The Sugary Smell of Springtime
February 24, 2009 § 3 Comments
I don’t know about everywhere else in the world, but spring has sprung in Albuquerque, New Mexico. Spring is my absolute favorite-est season. Summer is fun and winter can be pretty, and F. Scott Fitzgerald said there’s something magical about the fall, but I looooove spring.
For me, it started on Sunday evening. I was ridiculously happy, giddy even. Matt was in the kitchen calmly making dinner and I was bouncing around like a silly schoolgirl talking excitedly about how I was doing really well on the Albertson’s Monopoly game. (I probably won’t win, but it’s fun to dream anyway)
I think it was something in the air (or possibly something to do with the vodka I was drinking, but we’ll disregard that for now) because the birds were all excited too. Matt and I went outside on the balcony to look at the mountains and just talk.

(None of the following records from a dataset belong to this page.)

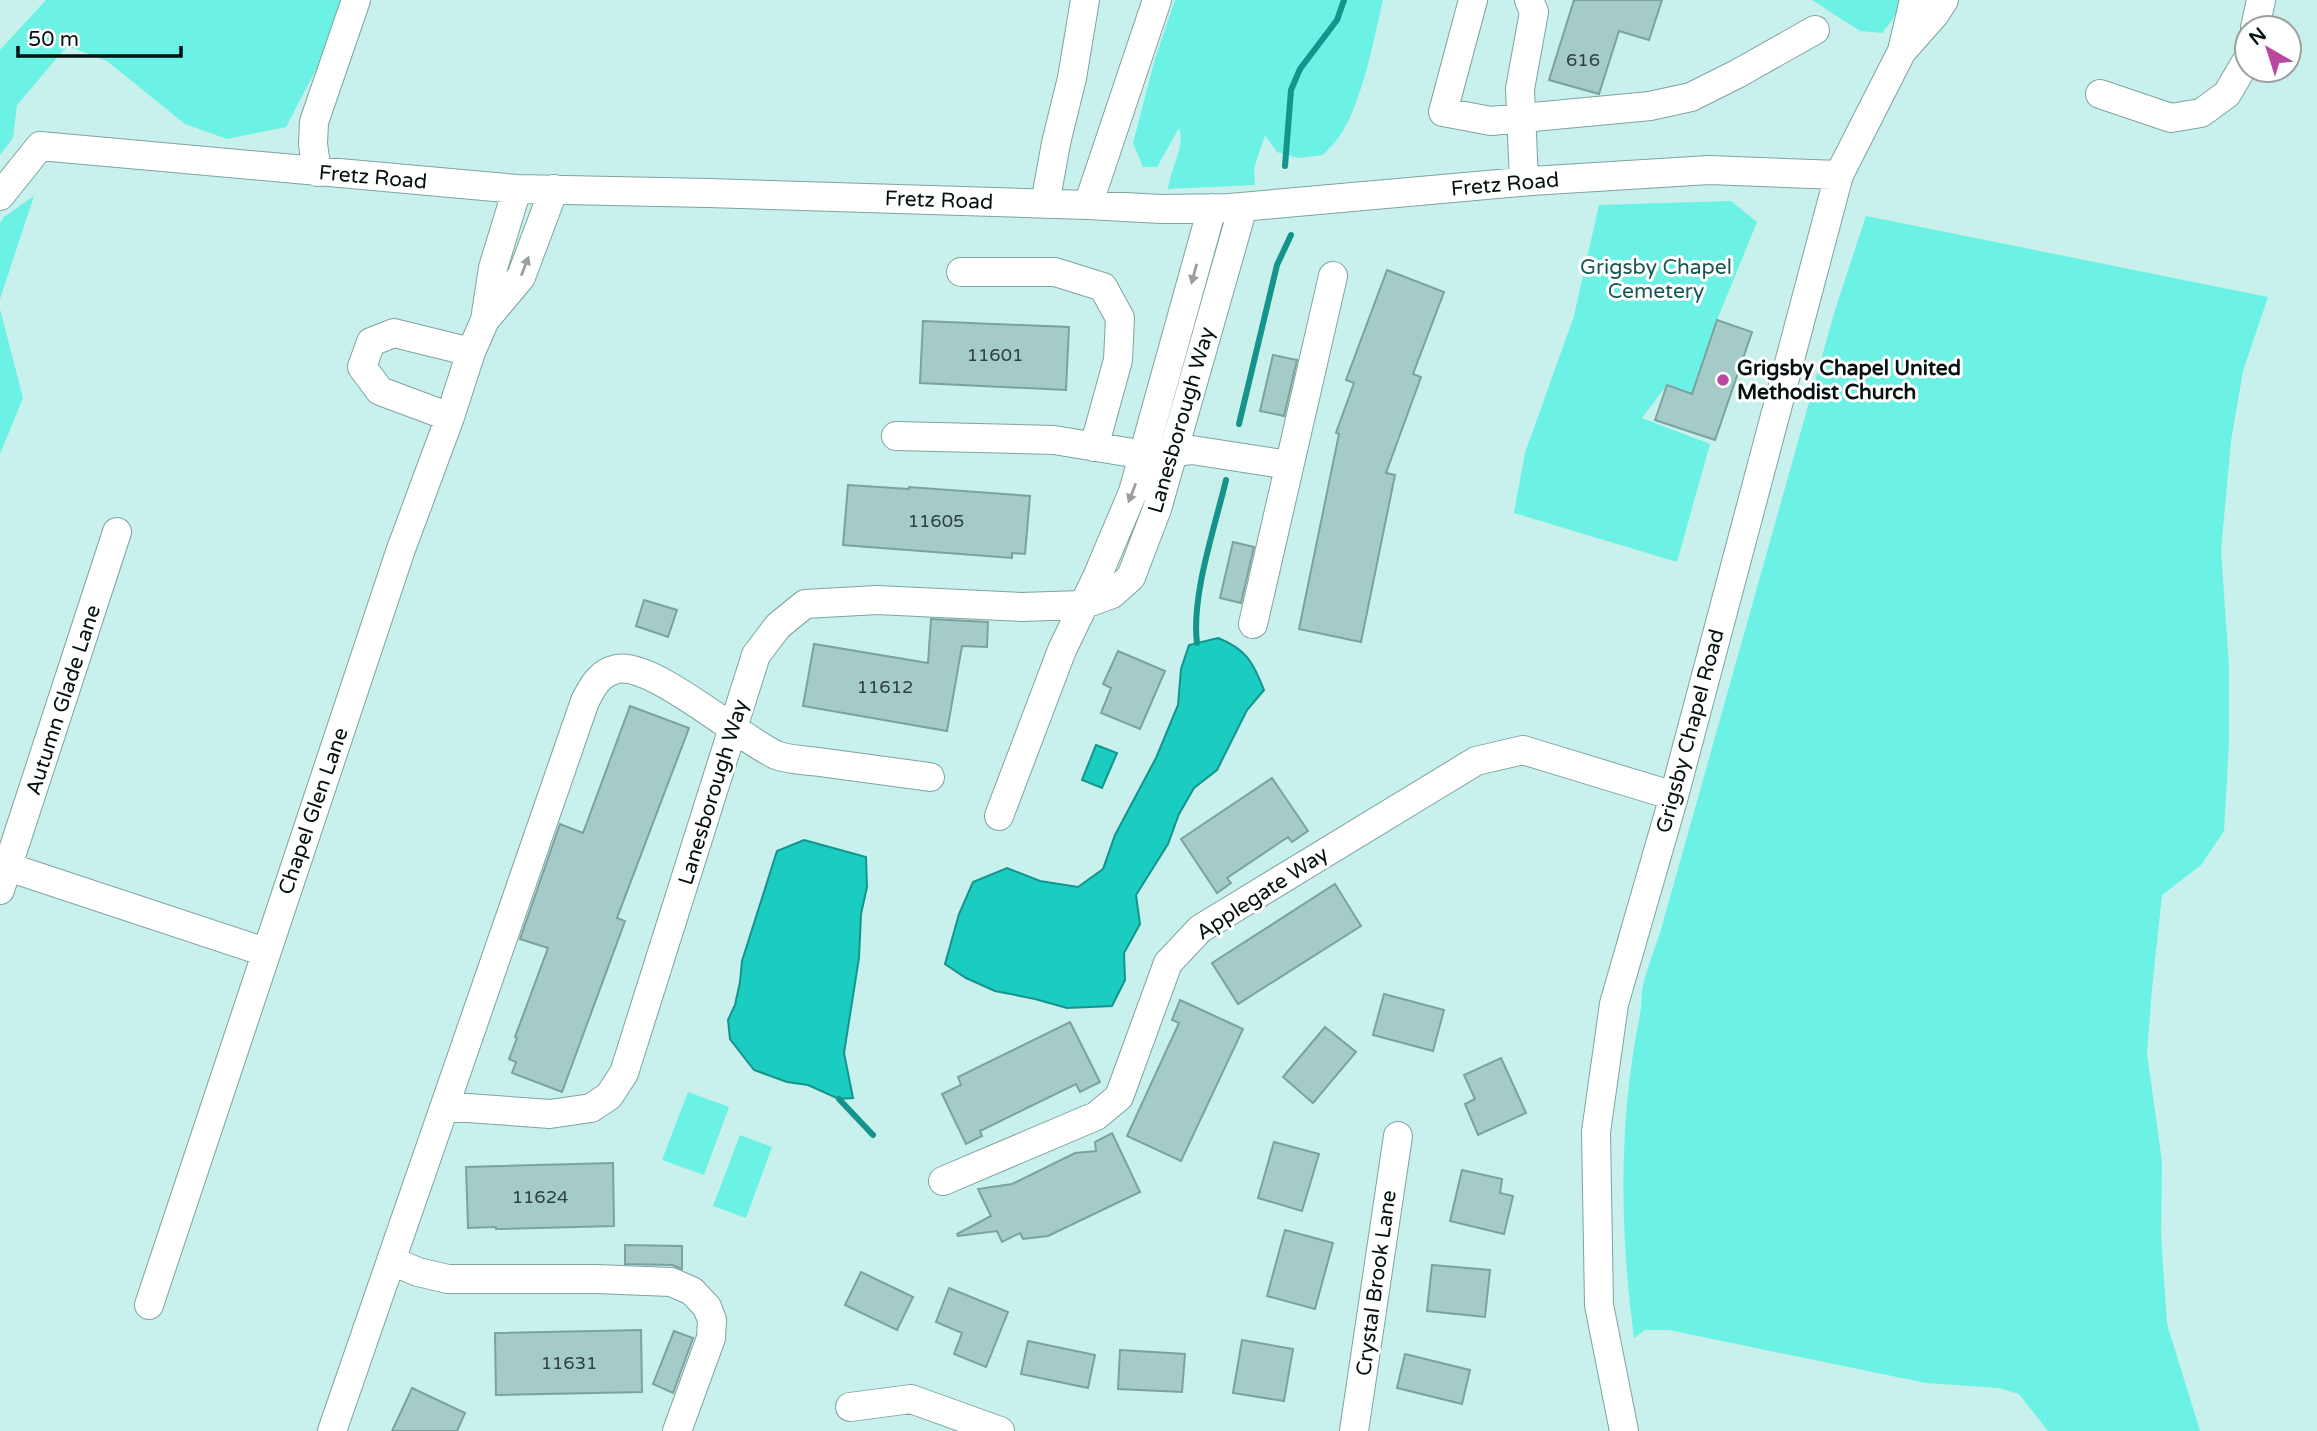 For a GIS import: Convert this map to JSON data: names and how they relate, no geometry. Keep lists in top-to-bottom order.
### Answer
{
  "streets": {
    "street": [
      "Fretz Road",
      "Lanesborough Way",
      "Autumn Glade Lane",
      "Grigsby Chapel Road",
      "Chapel Glen Lane",
      "Applegate Way",
      "Crystal Brook Lane"
    ]
  },
  "crossings": [
    ["Fretz Road", "Lanesborough Way"],
    ["Fretz Road", "Grigsby Chapel Road"],
    ["Fretz Road", "Chapel Glen Lane"],
    ["Autumn Glade Lane", "Chapel Glen Lane"],
    ["Grigsby Chapel Road", "Applegate Way"]
  ],
  "parks": ["Grigsby Chapel Cemetery"],
  "places": ["Grigsby Chapel United Methodist Church"],
  "house_numbers": [
    "616",
    "11601",
    "11605",
    "11612",
    "11624",
    "11631"
  ],
  "scale_bar": "50 m",
  "north": "top left"
}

And I just felt really good, and really excited about the future, of my career (which I haven’t really been feeling much excitement about lately) and my life with Matt.
The only thing that made me sad was that Matt was not completely sharing in my happiness. Our relationship is really good, and he constantly tells me how amazing and beautiful I am, and how I’m so different from his last girlfriend (who was apparently not a very nice person). But I know he wishes things were better in other aspects of his life. I won’t go into details because it’s not my business to talk about it, but everyone knows that the economy is not so great right now. It’s been hard for him, and hard for me because I don’t really know how to help him other than to be there supporting him in whatever he decides to do.
He tells me that’s all I really can do. He says, “just be a good girlfriend, like you have been all along.” So I guess that’s what I’ll do. In any case, I received a text from him last night indicating things might be looking up, so I’m keeping my fingers crossed.